The writers have been recruited for their skills and voices, she said, so they don’t need a lot of hands-on coaching. They’re more likely to need help managing the daunting task of writing for a large audience about feminism on the Internet.
“A lot of work with someone who is new to the site is showing them how to figure out what they really want to say,” Truitt said.
The Feministing team has knit a supportive network together despite not having a physical newsroom.
“We support each other both emotionally and materially. As a community, we support each other’s lives, celebrating life milestones together — birthdays, anniversaries and the like — and trading career and personal life advice,” Adelman said. “We also share tangible opportunities like paid writing gigs, media appearances and fellowships when applicable.”
They exchange ideas and joke around over email, talk often on G-chat and over the phone, and they meet up in person whenever possible. In this era, more and more managers are expected to manage a spread-out staff of freelancers and telecommuters. Just like diversity, a culture of support and mentorship does not appear by accident; it must be intentional and intrinsic to the fabric of the organization.
A supportive and diverse staff, though, isn’t just about being politically correct. It also makes the organization more fun to work for.

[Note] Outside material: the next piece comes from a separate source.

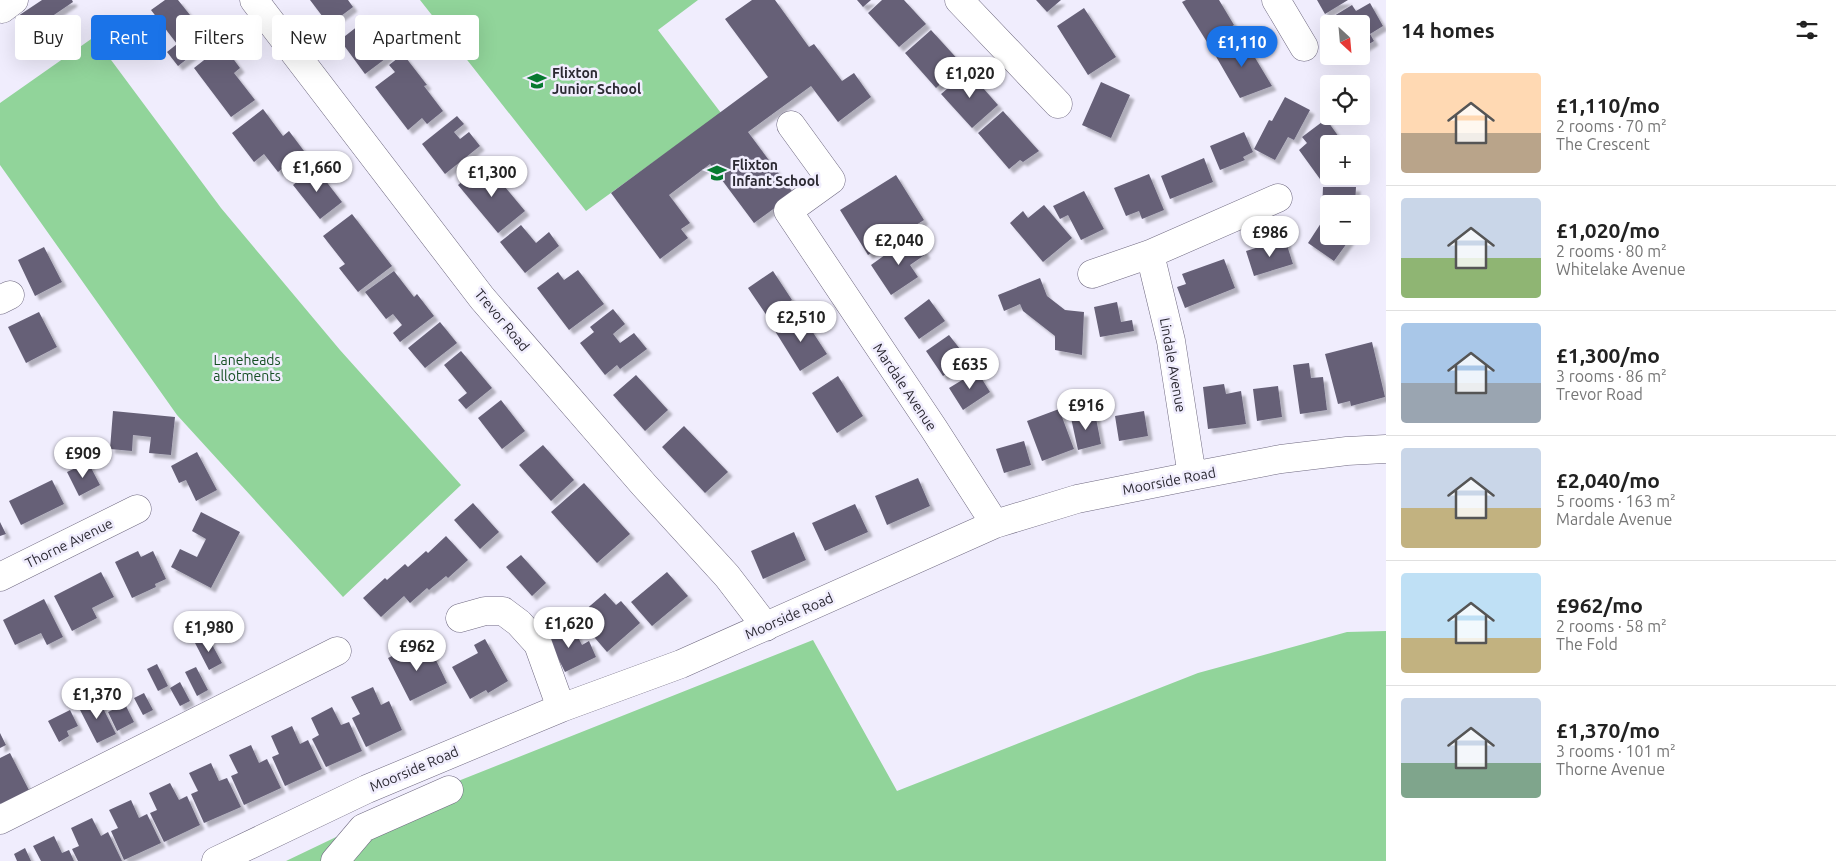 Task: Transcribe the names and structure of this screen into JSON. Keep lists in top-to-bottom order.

“I do think the diversity makes it more fun. I feel incredibly grateful to work with people who are at once so like me – so committed to the same movement, so interested in similar issues, so immersed in the same online community – but also so very unlike me in many ways,” Dusenbery said. “It means I’m constantly learning about new things – ideas, subcultures, books, music, etc. – just by interacting online with my coworkers.”
Correction: An earlier version of this story misspelled Maya Dusenbery’s last name. It has been corrected.